Karoline Edtstadler (ÖVP) erledigt in der Regierung vielfältige Aufgaben, die sich nicht immer aus ihrer eigentlichen Zuständigkeit ergeben. War sie oft genug Schattenjustizministerin, so hat sie sich jetzt im Bereich des ohnedies in ÖVP-Hand befindlichen Wirtschaftsministeriums betätigt.

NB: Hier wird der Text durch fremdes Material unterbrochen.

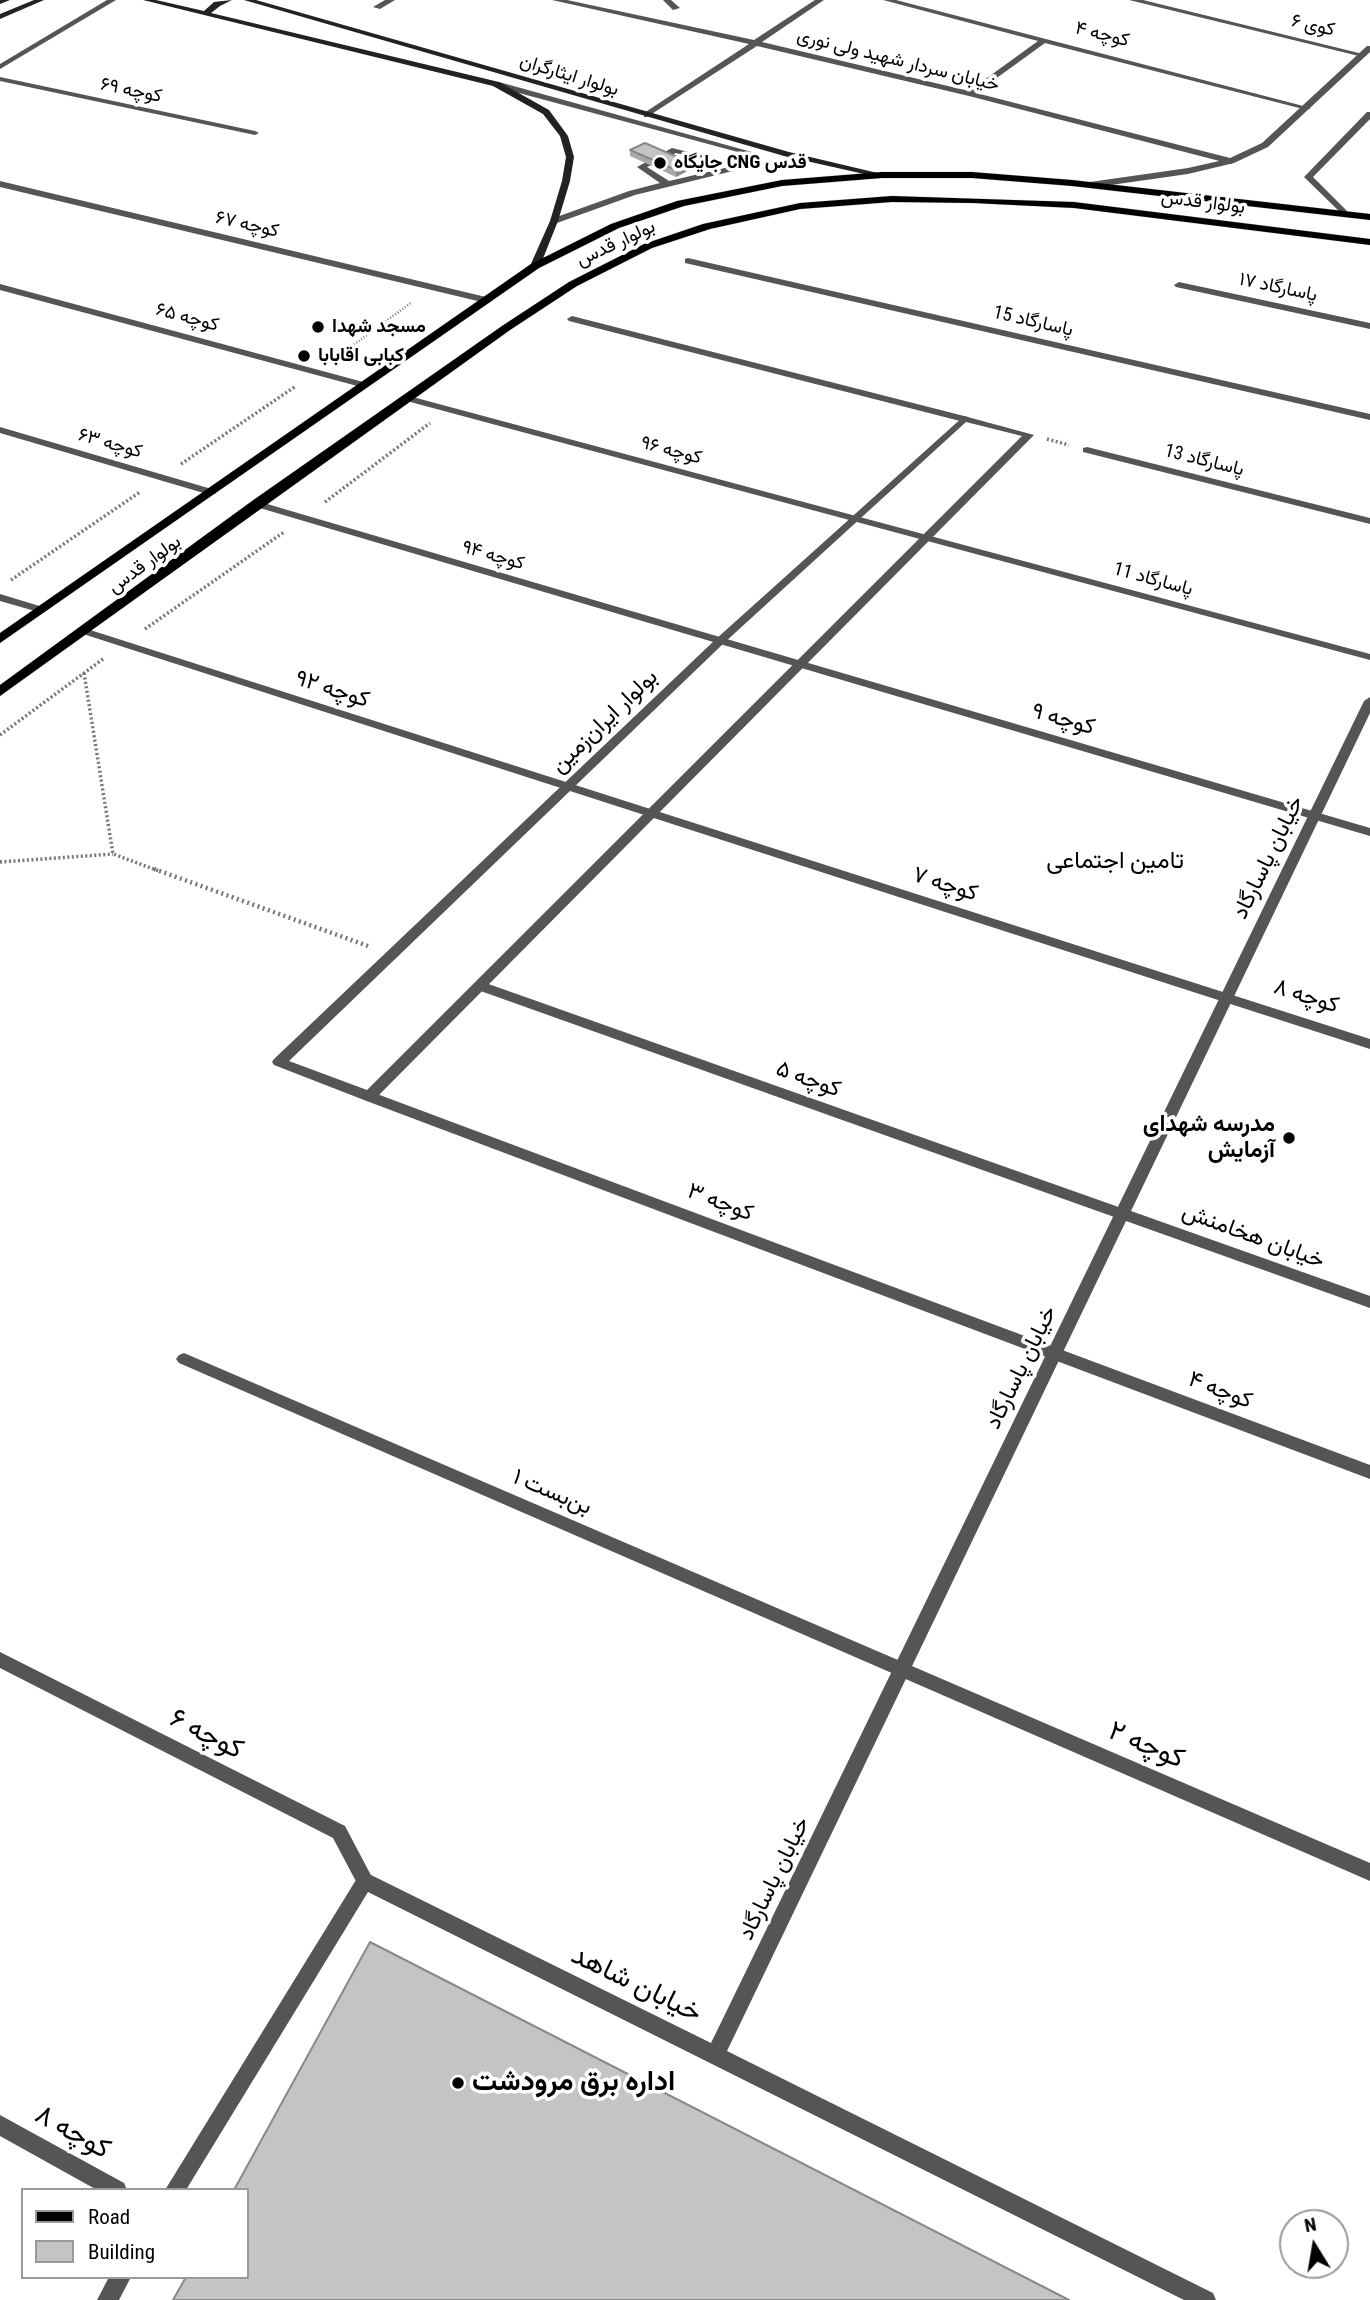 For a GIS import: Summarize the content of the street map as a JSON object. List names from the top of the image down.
{
  "streets": {
    "main road": ["بولوار ایثارگران", "بولوار قدس"],
    "street": [
      "کوی ۶",
      "کوچه ۴",
      "خیابان سردار شهید ولی نوری",
      "کوچه ۶۹",
      "کوچه ۶۷",
      "پاسارگاد ۱۷",
      "کوچه ۶۵",
      "پاسارگاد 15",
      "کوچه ۶۳",
      "کوچه ۹۶",
      "پاسارگاد 13",
      "کوچه ۹۴",
      "پاسارگاد 11",
      "کوچه ۹۲",
      "کوچه ۹",
      "بولوار ایران‌زمین",
      "خیابان پاسارگاد",
      "کوچه ۷",
      "کوچه ۸",
      "کوچه ۵",
      "کوچه ۳",
      "خیابان هخامنش",
      "بن‌بست ۱",
      "کوچه ۶",
      "کوچه ۲",
      "خیابان شاهد"
    ]
  },
  "crossings": [
    ["کوچه ۴", "خیابان پاسارگاد"],
    ["کوچه ۴", "کوچه ۳"],
    ["بولوار ایثارگران", "بولوار قدس"],
    ["بولوار قدس", "کوچه ۶۷"],
    ["بولوار قدس", "کوچه ۶۵"],
    ["بولوار قدس", "کوچه ۶۳"],
    ["بولوار قدس", "کوچه ۹۶"],
    ["بولوار قدس", "کوچه ۹۴"],
    ["بولوار قدس", "کوچه ۹۲"],
    ["کوچه ۹۶", "پاسارگاد 11"],
    ["کوچه ۹۶", "بولوار ایران‌زمین"],
    ["کوچه ۹۴", "کوچه ۹"],
    ["کوچه ۹۴", "بولوار ایران‌زمین"],
    ["کوچه ۹۲", "بولوار ایران‌زمین"],
    ["کوچه ۹۲", "کوچه ۷"],
    ["کوچه ۹", "خیابان پاسارگاد"],
    ["بولوار ایران‌زمین", "کوچه ۳"],
    ["خیابان پاسارگاد", "کوچه ۷"],
    ["خیابان پاسارگاد", "کوچه ۸"],
    ["خیابان پاسارگاد", "کوچه ۵"],
    ["خیابان پاسارگاد", "کوچه ۳"],
    ["خیابان پاسارگاد", "خیابان هخامنش"],
    ["خیابان پاسارگاد", "بن‌بست ۱"],
    ["خیابان پاسارگاد", "کوچه ۲"],
    ["خیابان پاسارگاد", "خیابان شاهد"],
    ["کوچه ۷", "کوچه ۸"],
    ["کوچه ۵", "خیابان هخامنش"],
    ["بن‌بست ۱", "کوچه ۲"],
    ["کوچه ۶", "خیابان شاهد"]
  ],
  "districts": ["تامین اجتماعی"],
  "places": [
    "جایگاه CNG قدس",
    "مسجد شهدا",
    "کبابی اقابابا",
    "مدرسه شهدای آزمایش",
    "اداره برق مرودشت"
  ],
  "legend": ["Road", "Building"],
  "north": "top"
} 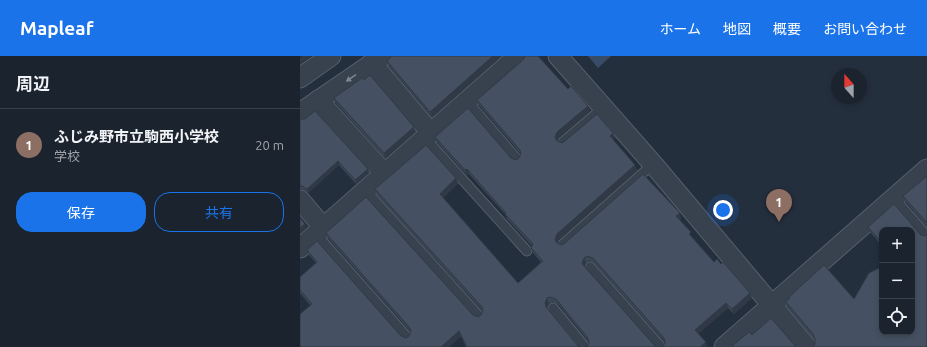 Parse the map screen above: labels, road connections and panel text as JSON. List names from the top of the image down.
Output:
{
  "north": "top",
  "page": {
    "header": "Mapleaf",
    "nav": [
      "ホーム",
      "地図",
      "概要",
      "お問い合わせ"
    ],
    "heading": "周辺",
    "list": [
      {
        "mark": "1",
        "name": "ふじみ野市立駒西小学校",
        "note": "学校",
        "value": "20 m"
      }
    ],
    "buttons": ["保存", "共有"],
    "pins": "1",
    "map_buttons": ["+", "−"]
  }
}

Bundeskanzler Karl Nehammer (ÖVP) und EU-Ministerin Karoline Edtstadler (ÖVP)
Bundeskanzler Karl Nehammer (ÖVP) musste seine Europaministerin Karoline Edtstadler zurückpfeifen.
IMAGO/Manfred Siebinger

Der 41-Stunden-Zwischenfall beruht nicht auf strategisch platzierten Botschaften, es handelt sich um kommunikatives Irrlichtern. Die grundsätzliche Sympathiebekundung der EU-Ministerin für die Industriellen-Fantasie einer 41-Stunden-Arbeitswoche hielt nicht einmal wenige Stunden. Dann musste der Bundeskanzler eine Rolle einnehmen, die seit Kurz’schen Zeiten oft Edtstadler zukam: Er musste höchstselbst zur Schadensbekämpfung ausrücken. Die 41-Stunden-Woche komme fix nicht. Karl Nehammer weiß: ein hochbrisantes Thema, das weite Teile der Bevölkerung erreicht. Wie das McDonald's-Video. Eine aktiv befeuerte Arbeitszeitendebatte kann Koalitionsvarianten – wie eine wahrscheinliche mit der SPÖ – erschweren.

Zitierverbot muss fallen

Es ist schon das zweite Mal in wenigen Wochen, dass Nehammer seine Europaministerin zurückpfeifen muss. Edtstadler, die später Wert darauf legte, die 41-Stunden-Erweiterung nie gefordert zu haben, sagte bei der Industriellenvereinigung: "Wenn wir den Wohlstand erhalten wollen, müssen wir eher mehr als weniger arbeiten." Sie gab der Industriellenvereinigung mit ihrem Vorstoß höchstens Rückendeckung, allerdings gewohnt knackig: Mit "linken Träumen" von Arbeitszeitverkürzung werde es sich "nicht ausgehen". Da war der Geist schon aus der Flasche entwichen.

Es spüren nicht nur Partei-Insider, dass die Vorstellungen von Edtstadler und dem Rest der ÖVP durchaus auseinanderklaffen. Ähnlich war es bei ihrer Forderung nach einem Aktenzitierverbot für Medien. Freilich habe das nichts mit den Korruptions-Chats der ÖVP zu tun. Natürlich nicht. Der Kanzler ortete drohendes Unbill mit praktisch allen Medien und ließ Edtstadlers Plan eines Zitierverbots fallen. Sie musste mit einem skurrilen Hintergrundgespräch mit Chefredakteuren zurückrudern. Edtstadler wäre am liebsten anonym geblieben, jedenfalls durfte nicht aus dem Gespräch zitiert werden. Genau: Zitierverbot.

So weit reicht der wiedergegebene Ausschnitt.